In Canada, he learned to read, while by hard farm labor and thrift, in the face of great discouragement, he made a start towards competency. He worked as a porter in a hotel at Rochester, New York for two years. He then opened a school for colored children in Utica, and later one in Syracuse. Settling in Syracuse shortly afterward, he became one of the local managers of the Underground Railroad. He subsequently became an elder in the African Methodist Episcopal Zion Church, with successive pastorates (1843 - 1850) in Bath, Ithaca, Syracuse, and Troy. He was presiding elder of the last-named district. He had begun to call himself Loguen, and through the persuasion of his Methodist friends he adopted Wesley as his middle name.
As a speaker against slavery he aroused much interest. Citizens of Cortland, New York, raised a fund to purchase his mother, but her master, Manasseth Logue, a brother of David, refused to sell her unless Jermain would buy his freedom also. His liberty imperiled by the Fugitive-slave Act of 1850, he left Troy and returned to the comparative safety of Syracuse, where his home again became an important station of the Underground Railroad.

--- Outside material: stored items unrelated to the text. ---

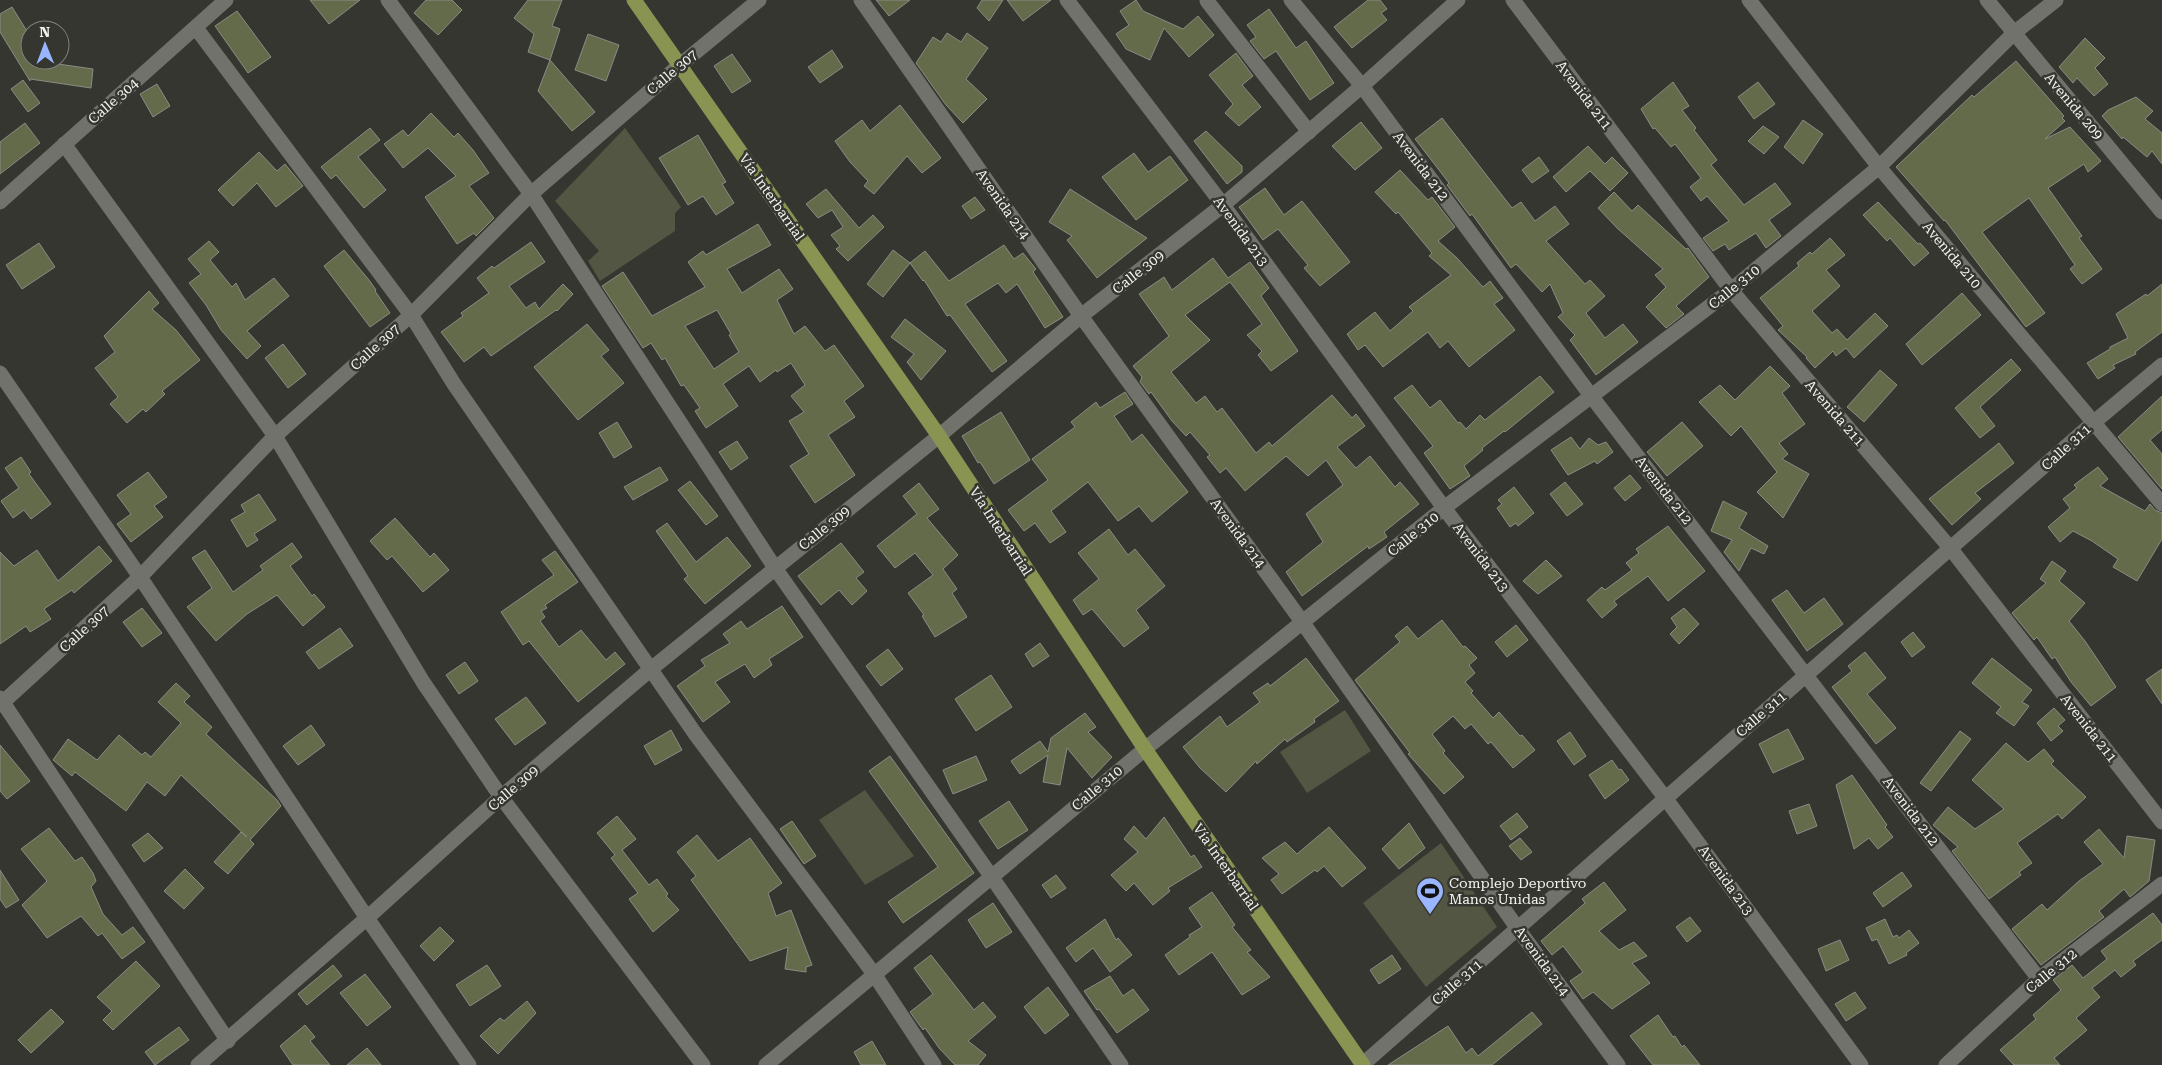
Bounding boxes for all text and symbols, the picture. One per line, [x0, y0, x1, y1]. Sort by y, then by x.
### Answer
north arrow [20, 20, 70, 70]
text: N [39, 24, 51, 40]
street label: Calle 307 [643, 46, 701, 98]
street label: Avenida 211 [1553, 57, 1615, 133]
street label: Avenida 209 [2042, 69, 2107, 143]
street label: Calle 304 [85, 75, 141, 127]
street label: Avenida 212 [1390, 128, 1452, 204]
street label: Vía Interbarrial [736, 150, 808, 244]
street label: Avenida 214 [973, 166, 1033, 242]
street label: Avenida 213 [1210, 193, 1272, 269]
street label: Avenida 210 [1920, 218, 1985, 292]
street label: Calle 309 [1109, 247, 1167, 297]
street label: Calle 310 [1705, 261, 1763, 312]
street label: Calle 307 [347, 321, 403, 373]
street label: Avenida 211 [1802, 377, 1868, 449]
street label: Calle 311 [2038, 421, 2094, 473]
street label: Avenida 212 [1632, 453, 1696, 527]
street label: Vía Interbarrial [966, 484, 1036, 579]
street label: Avenida 214 [1207, 495, 1269, 571]
street label: Calle 309 [795, 502, 853, 553]
street label: Calle 310 [1384, 508, 1442, 559]
street label: Avenida 213 [1450, 519, 1512, 595]
street label: Calle 307 [56, 603, 112, 655]
street label: Calle 311 [1733, 688, 1789, 740]
street label: Avenida 211 [2057, 691, 2121, 765]
street label: Calle 309 [485, 762, 541, 814]
street label: Calle 310 [1068, 762, 1126, 814]
street label: Avenida 212 [1880, 773, 1942, 849]
street label: Vía Interbarrial [1190, 820, 1262, 914]
street label: Avenida 213 [1695, 842, 1757, 918]
place label: Complejo Deportivo Manos Unidas [1449, 875, 1586, 907]
sports icon: Complejo Deportivo Manos Unidas [1415, 876, 1445, 915]
street label: Avenida 214 [1511, 923, 1573, 999]
street label: Calle 312 [2022, 945, 2080, 996]
street label: Calle 311 [1429, 956, 1485, 1008]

During the decade before the Civil War, he was a central figure in the activities of that organization, especially such as centered around his Peterboro neighbor, Gerrit Smith. In various ways he assisted some fifteen hundred fugitives. Indicted for participation in the "Jerry rescue" case (1851), he sought temporary refuge in Canada.

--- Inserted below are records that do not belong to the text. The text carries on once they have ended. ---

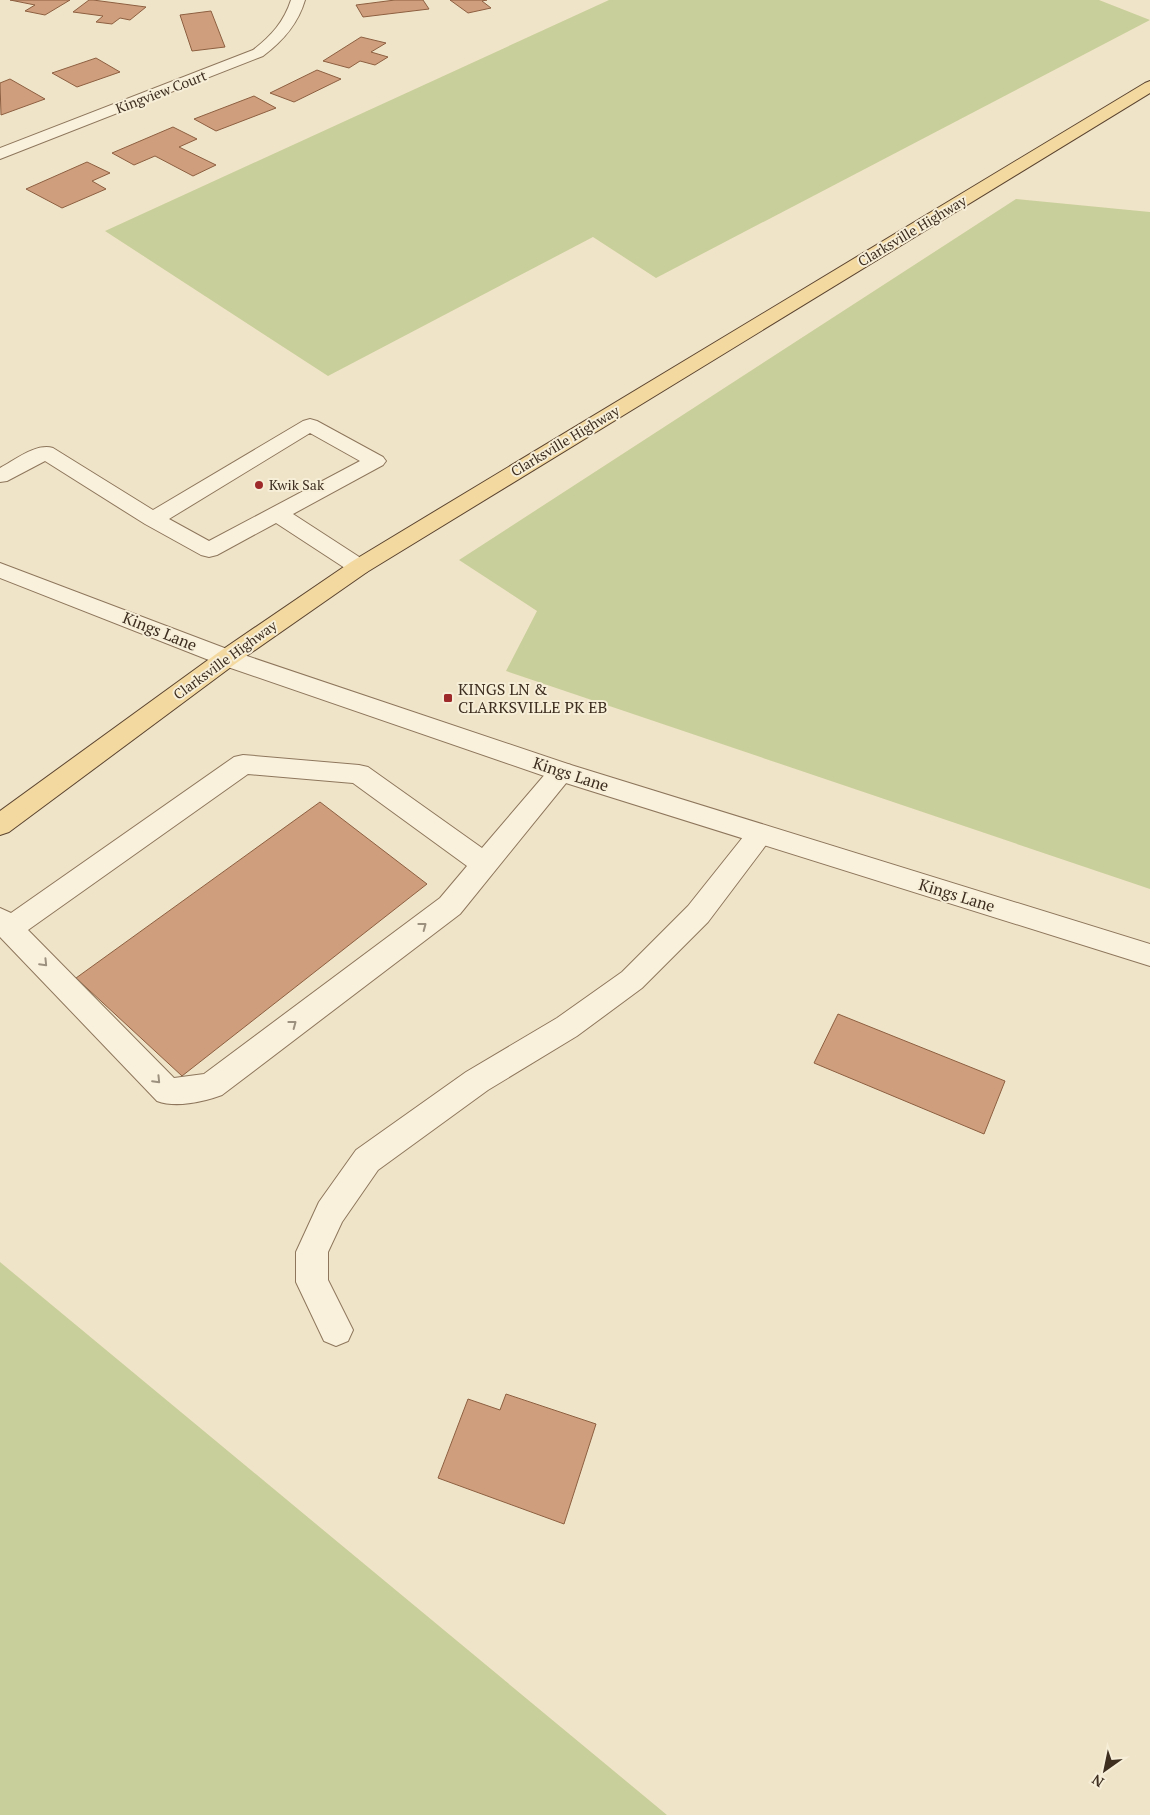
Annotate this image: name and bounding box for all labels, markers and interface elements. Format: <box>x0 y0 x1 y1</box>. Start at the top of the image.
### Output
street label: Kingview Court <box>113 65 210 118</box>
street label: Clarksville Highway <box>854 190 970 271</box>
street label: Clarksville Highway <box>507 400 623 481</box>
place label: Kwik Sak <box>269 475 325 494</box>
marker: Kwik Sak <box>253 479 265 491</box>
street label: Kings Lane <box>120 606 200 656</box>
street label: Clarksville Highway <box>169 615 281 704</box>
place label: KINGS LN & CLARKSVILLE PK EB <box>458 678 607 718</box>
marker: KINGS LN & CLARKSVILLE PK EB <box>442 692 454 704</box>
street label: Kings Lane <box>530 751 612 797</box>
street label: Kings Lane <box>916 873 998 917</box>
one-way arrow <box>417 923 427 932</box>
one-way arrow <box>38 958 47 967</box>
one-way arrow <box>287 1021 297 1030</box>
one-way arrow <box>151 1075 160 1084</box>
north arrow <box>1080 1745 1130 1795</box>
text: N <box>1088 1770 1107 1792</box>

Just before John Brown's raid on Harpers Ferry, Loguen went again into Ontario with John Brown, Jr. , in behalf of the League of Liberty and possibly also to further plans of the elder Brown. In 1864, Loguen declined election as a bishop of his denomination, but accepted in 1868, and was assigned to the Fifth District (Allegheny and Kentucky conferences). After two years he was transferred to the Second District (Genesee, Philadelphia, and Baltimore conferences). In 1872 he was reelected bishop and appointed to take charge of mission work on the Pacific Coast, but he died at Saratoga Springs, New York, before he could go to his field.
Achievements
Jermain Wesley Loguen served as a bishop of the African Methodist Episcopal Zion Church from 1868 till 1872 and championed missionary work among the freedmen in New York. He also became a well known abolitionist speaker and authored an autobiography, "The Rev. J. W. Loguen, as a Slave and as a Freeman, a Narrative of Real Life".